### WHAT THE TASK REQUIRES
What is the number of lines in the listing below that include the string "origin"? Answer with that number alone.

### DATA LISTING
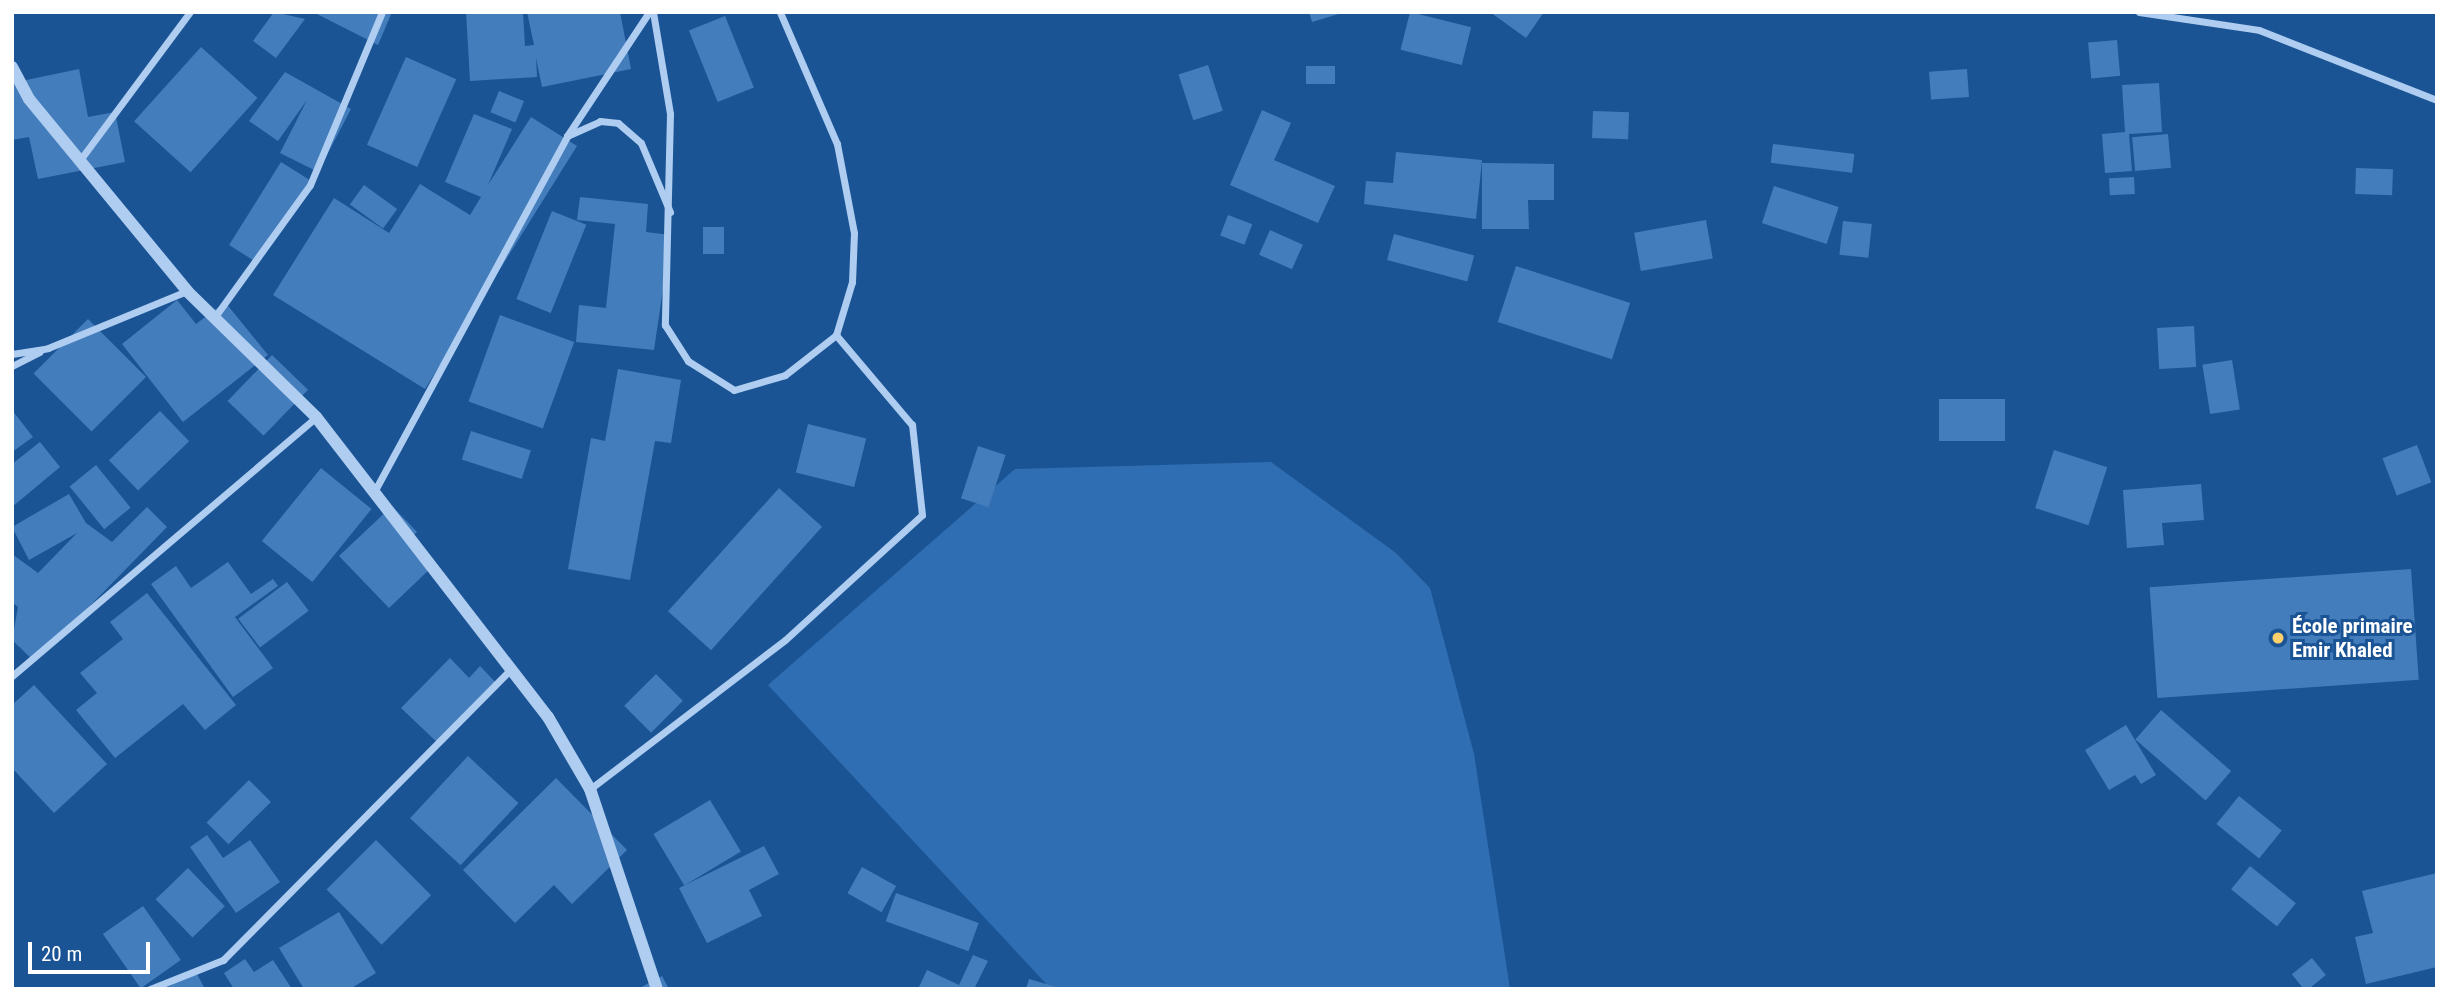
<!DOCTYPE html>
<html>
<head>
<meta charset="utf-8">
<style>
  body { margin:0 }
  #map { position:relative; width:2449px; height:1001px; overflow:hidden; background:#1b5495; font-family:"Roboto Condensed",sans-serif }
  div>[style] { position:absolute }
  .green>* { inset:0; background:#2f6eb3 }
  .building>* { inset:0; background:#447dbc; transform-origin:0 0 }
  .minor>* { height:7px; margin:-3.5px; padding:0 3.5px; transform-origin:3.5px; border-radius:3.5px; background:#aecdf0 }
  .tertiary>* { height:12px; margin:-6px; padding:0 6px; transform-origin:6px; border-radius:6px; background:#aecdf0 }
  .dots>* { width:19px; height:19px; translate:-50% -50%; box-sizing:border-box; border:4px solid #1b5495; border-radius:50% }
  span { translate:-50% -50%; white-space:nowrap; text-align:center; line-height:1.15; -webkit-text-stroke:6px #1b5495; paint-order:stroke }
  .poi-label { font-size:21px; color:#fff; font-weight:700 }
  .left { translate:0 -50%; text-align:left }
  .frame { position:absolute; inset:0; border:14px solid #fff; pointer-events:none }
  .scale { position:absolute; left:28px; top:942px; width:122px; height:32px; box-sizing:border-box; border:4px solid #fff; border-top:0; padding-left:9px; font-size:21px; line-height:24px; white-space:nowrap; color:#fff; -webkit-text-stroke:5px #1b5495; paint-order:stroke }
</style>
</head>
<body>
<div id="map">
  <div class="green">
    <div style="clip-path:polygon(1271px 462px,1396px 553px,1430px 588px,1474px 754px,1510px 989px,1051px 989px,768px 685px,1015px 469px)"></div>
  </div>
  <div class="building">
    <div style="clip-path:polygon(274px 12px,305px 19px,276px 58px,253px 41px)"></div>
    <div style="clip-path:polygon(313px 12px,392px 12px,378px 45px)"></div>
    <div style="clip-path:polygon(466px 12px,523px 12px,525px 46px,534px 45px,527px 12px,620px 12px,631px 69px,542px 87px,536px 58px,537px 77px,470px 81px)"></div>
    <div style="clip-path:polygon(1309px 12px,1342px 12px,1342px 13px,1312px 22px)"></div>
    <div style="left:1410px;top:12px;width:63px;height:39px;rotate:14deg"></div>
    <div style="clip-path:polygon(1490px 12px,1544px 12px,1526px 38px)"></div>
    <div style="left:725px;top:16px;width:77px;height:39px;rotate:68deg"></div>
    <div style="left:2117px;top:40px;width:36px;height:29px;rotate:85deg"></div>
    <div style="left:201px;top:47px;width:76px;height:100px;rotate:42deg"></div>
    <div style="left:406px;top:57px;width:55px;height:96px;rotate:24deg"></div>
    <div style="left:1208px;top:65px;width:48px;height:31px;rotate:72deg"></div>
    <div style="left:1306px;top:66px;width:29px;height:18px"></div>
    <div style="clip-path:polygon(79px 69px,88px 117px,115px 112px,125px 162px,38px 179px,29px 137px,12px 140px,12px 83px)"></div>
    <div style="left:1967px;top:69px;width:28px;height:38px;rotate:86deg"></div>
    <div style="clip-path:polygon(285px 72px,351px 109px,318px 172px,280px 153px,307px 100px,278px 141px,249px 121px)"></div>
    <div style="clip-path:polygon(2159px 83px,2162px 132px,2129px 134px,2132px 171px,2105px 173px,2102px 134px,2125px 132px,2122px 85px)"></div>
    <div style="left:499px;top:91px;width:27px;height:23px;rotate:22deg"></div>
    <div style="clip-path:polygon(1262px 110px,1291px 123px,1274px 160px,1335px 186px,1318px 223px,1230px 185px)"></div>
    <div style="left:1593px;top:111px;width:36px;height:27px;rotate:2deg"></div>
    <div style="clip-path:polygon(474px 114px,512px 129px,488px 185px,531px 117px,577px 146px,425px 389px,273px 295px,334px 198px,389px 233px,420px 184px,470px 215px,481px 197px,445px 182px)"></div>
    <div style="left:2168px;top:134px;width:34px;height:36px;rotate:85deg"></div>
    <div style="left:1773px;top:144px;width:82px;height:19px;rotate:7deg"></div>
    <div style="clip-path:polygon(1396px 152px,1482px 160px,1476px 219px,1364px 204px,1366px 181px,1393px 183px)"></div>
    <div style="left:281px;top:162px;width:34px;height:98px;rotate:32deg"></div>
    <div style="clip-path:polygon(1482px 163px,1554px 164px,1554px 200px,1528px 200px,1529px 229px,1482px 229px)"></div>
    <div style="left:2356px;top:168px;width:37px;height:26px;rotate:2deg"></div>
    <div style="left:2134px;top:177px;width:17px;height:25px;rotate:87deg"></div>
    <div style="left:364px;top:185px;width:41px;height:24px;rotate:36deg"></div>
    <div style="left:1774px;top:186px;width:68px;height:39px;rotate:18deg"></div>
    <div style="clip-path:polygon(580px 197px,648px 204px,646px 232px,671px 235px,654px 350px,576px 342px,579px 305px,606px 308px,615px 224px,577px 220px)"></div>
    <div style="left:552px;top:211px;width:37px;height:95px;rotate:22deg"></div>
    <div style="left:1228px;top:215px;width:26px;height:22px;rotate:21deg"></div>
    <div style="left:1706px;top:220px;width:39px;height:73px;rotate:80deg"></div>
    <div style="left:1843px;top:221px;width:29px;height:34px;rotate:6deg"></div>
    <div style="left:703px;top:227px;width:21px;height:27px"></div>
    <div style="left:1270px;top:230px;width:36px;height:27px;rotate:24deg"></div>
    <div style="left:1394px;top:234px;width:83px;height:27px;rotate:15deg"></div>
    <div style="left:1516px;top:266px;width:120px;height:59px;rotate:18deg"></div>
    <div style="clip-path:polygon(177px 300px,196px 324px,225px 302px,268px 355px,183px 422px,122px 344px)"></div>
    <div style="left:500px;top:315px;width:79px;height:92px;rotate:20deg"></div>
    <div style="left:88px;top:319px;width:82px;height:77px;rotate:45deg"></div>
    <div style="left:2194px;top:326px;width:41px;height:37px;rotate:87deg"></div>
    <div style="left:272px;top:355px;width:50px;height:64px;rotate:44deg"></div>
    <div style="left:2232px;top:360px;width:50px;height:30px;rotate:81deg"></div>
    <div style="clip-path:polygon(618px 369px,681px 380px,671px 443px,655px 441px,630px 580px,568px 569px,591px 438px,605px 441px)"></div>
    <div style="left:1939px;top:399px;width:66px;height:42px"></div>
    <div style="clip-path:polygon(12px 410px,33px 437px,12px 452px)"></div>
    <div style="left:160px;top:411px;width:42px;height:71px;rotate:46deg"></div>
    <div style="left:808px;top:424px;width:60px;height:50px;rotate:14deg"></div>
    <div style="left:471px;top:431px;width:63px;height:30px;rotate:18deg"></div>
    <div style="clip-path:polygon(40px 442px,60px 467px,12px 507px,12px 464px)"></div>
    <div style="left:2417px;top:445px;width:40px;height:37px;rotate:69deg"></div>
    <div style="left:978px;top:446px;width:29px;height:55px;rotate:18deg"></div>
    <div style="left:2054px;top:450px;width:56px;height:61px;rotate:18deg"></div>
    <div style="left:96px;top:465px;width:55px;height:34px;rotate:51deg"></div>
    <div style="left:321px;top:468px;width:65px;height:94px;rotate:39deg"></div>
    <div style="clip-path:polygon(2201px 484px,2204px 520px,2162px 523px,2164px 545px,2127px 548px,2123px 490px)"></div>
    <div style="left:779px;top:488px;width:58px;height:166px;rotate:42deg"></div>
    <div style="clip-path:polygon(69px 494px,86px 523px,112px 542px,147px 507px,167px 527px,35px 662px,12px 640px,18px 607px,12px 602px,12px 554px,38px 573px,77px 533px,29px 560px,12px 527px)"></div>
    <div style="clip-path:polygon(392px 506px,417px 532px,407px 541px,432px 567px,389px 608px,339px 556px)"></div>
    <div style="clip-path:polygon(228px 562px,251px 594px,273px 579px,278px 586px,235px 617px,273px 668px,233px 697px,151px 584px,176px 566px,191px 588px)"></div>
    <div style="left:2411px;top:569px;width:111px;height:262px;rotate:86deg"></div>
    <div style="left:287px;top:582px;width:36px;height:61px;rotate:53deg"></div>
    <div style="clip-path:polygon(147px 593px,236px 705px,205px 730px,183px 704px,115px 758px,76px 710px,97px 693px,80px 673px,123px 639px,110px 622px)"></div>
    <div style="clip-path:polygon(450px 658px,469px 678px,480px 666px,499px 686px,441px 746px,401px 708px)"></div>
    <div style="left:656px;top:674px;width:38px;height:45px;rotate:45deg"></div>
    <div style="clip-path:polygon(34px 685px,107px 764px,54px 813px,12px 768px,12px 705px)"></div>
    <div style="left:2161px;top:710px;width:93px;height:39px;rotate:41deg"></div>
    <div style="clip-path:polygon(2126px 725px,2156px 775px,2141px 784px,2135px 775px,2109px 790px,2085px 750px)"></div>
    <div style="left:468px;top:756px;width:69px;height:85px;rotate:43deg"></div>
    <div style="clip-path:polygon(556px 778px,627px 850px,572px 904px,554px 885px,515px 923px,463px 870px)"></div>
    <div style="left:249px;top:780px;width:31px;height:60px;rotate:45deg"></div>
    <div style="left:2239px;top:796px;width:55px;height:36px;rotate:39deg"></div>
    <div style="left:710px;top:800px;width:60px;height:66px;rotate:59deg"></div>
    <div style="clip-path:polygon(207px 835px,223px 858px,250px 840px,280px 882px,236px 913px,190px 847px)"></div>
    <div style="left:376px;top:840px;width:78px;height:70px;rotate:45deg"></div>
    <div style="clip-path:polygon(764px 846px,779px 874px,749px 890px,762px 916px,707px 943px,679px 888px)"></div>
    <div style="left:2250px;top:866px;width:59px;height:30px;rotate:39deg"></div>
    <div style="left:862px;top:867px;width:39px;height:30px;rotate:29deg"></div>
    <div style="left:188px;top:868px;width:53px;height:45px;rotate:46deg"></div>
    <div style="clip-path:polygon(2437px 873px,2437px 967px,2366px 984px,2355px 937px,2373px 933px,2362px 891px)"></div>
    <div style="left:896px;top:893px;width:88px;height:30px;rotate:20deg"></div>
    <div style="left:143px;top:906px;width:66px;height:49px;rotate:55deg"></div>
    <div style="clip-path:polygon(339px 912px,376px 973px,350px 989px,304px 989px,279px 948px)"></div>
    <div style="clip-path:polygon(973px 955px,988px 961px,974px 989px,918px 989px,927px 970px,959px 985px)"></div>
    <div style="left:2312px;top:958px;width:22px;height:26px;rotate:51deg"></div>
    <div style="clip-path:polygon(245px 959px,254px 972px,273px 960px,292px 989px,234px 989px,224px 973px)"></div>
    <div style="clip-path:polygon(196px 972px,205px 989px,164px 989px)"></div>
    <div style="clip-path:polygon(662px 976px,669px 989px,638px 989px)"></div>
    <div style="clip-path:polygon(1029px 979px,1060px 988px,1060px 989px,1026px 989px)"></div>
  </div>
  <div class="minor">
    <div style="left:653px;top:12px;width:103px;rotate:80.5deg"></div>
    <div style="left:670px;top:114px;width:211px;rotate:91.4deg"></div>
    <div style="left:665px;top:325px;width:43px;rotate:57.4deg"></div>
    <div style="left:688px;top:361px;width:54px;rotate:32.2deg"></div>
    <div style="left:734px;top:390px;width:53px;rotate:-16.4deg"></div>
    <div style="left:785px;top:375px;width:65px;rotate:-38.1deg"></div>
    <div style="left:836px;top:335px;width:55px;rotate:-73.2deg"></div>
    <div style="left:852px;top:282px;width:49px;rotate:-87.7deg"></div>
    <div style="left:854px;top:233px;width:91px;rotate:-100.8deg"></div>
    <div style="left:837px;top:144px;width:144px;rotate:-113.4deg"></div>
    <div style="left:2139px;top:12px;width:121px;rotate:8.5deg"></div>
    <div style="left:2259px;top:30px;width:191px;rotate:21.5deg"></div>
    <div style="left:567px;top:136px;width:36px;rotate:-24deg"></div>
    <div style="left:600px;top:121px;width:18px;rotate:6deg"></div>
    <div style="left:618px;top:123px;width:30px;rotate:41deg"></div>
    <div style="left:641px;top:143px;width:75px;rotate:67.2deg"></div>
    <div style="left:80px;top:160px;width:184px;rotate:-53.4deg"></div>
    <div style="left:214px;top:318px;width:164px;rotate:-54.2deg"></div>
    <div style="left:310px;top:185px;width:187px;rotate:-67.4deg"></div>
    <div style="left:12px;top:354px;width:36px;rotate:-9deg"></div>
    <div style="left:48px;top:348px;width:150px;rotate:-22.3deg"></div>
    <div style="left:12px;top:366px;width:31px;rotate:-27deg"></div>
    <div style="left:374px;top:492px;width:405px;rotate:-61.5deg"></div>
    <div style="left:567px;top:136px;width:149px;rotate:-56.5deg"></div>
    <div style="left:12px;top:676px;width:399px;rotate:-40.4deg"></div>
    <div style="left:590px;top:789px;width:245px;rotate:-37.4deg"></div>
    <div style="left:785px;top:640px;width:185px;rotate:-42.4deg"></div>
    <div style="left:922px;top:515px;width:91px;rotate:-96.3deg"></div>
    <div style="left:912px;top:425px;width:118px;rotate:-130.2deg"></div>
    <div style="left:150px;top:989px;width:79px;rotate:-21.7deg"></div>
    <div style="left:223px;top:960px;width:409px;rotate:-45.3deg"></div>
  </div>
  <div class="tertiary">
    <div style="left:12px;top:67px;width:36px;rotate:62deg"></div>
    <div style="left:29px;top:99px;width:249px;rotate:50.5deg"></div>
    <div style="left:187px;top:291px;width:180px;rotate:44.3deg"></div>
    <div style="left:316px;top:417px;width:379px;rotate:52.3deg"></div>
    <div style="left:548px;top:717px;width:83px;rotate:59.7deg"></div>
    <div style="left:590px;top:789px;width:211px;rotate:71.5deg"></div>
  </div>
  <div class="dots">
    <div style="left:2278px;top:638px;background:#ffd16c"></div>
  </div>
  <div class="poi-label">
    <span class="left" style="left:2292px;top:638px">École primaire<br>Emir Khaled</span>
  </div>
  <div class="frame"></div>
  <div class="scale">20 m</div>
</div>
</body>
</html>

### TASK RESPONSE
3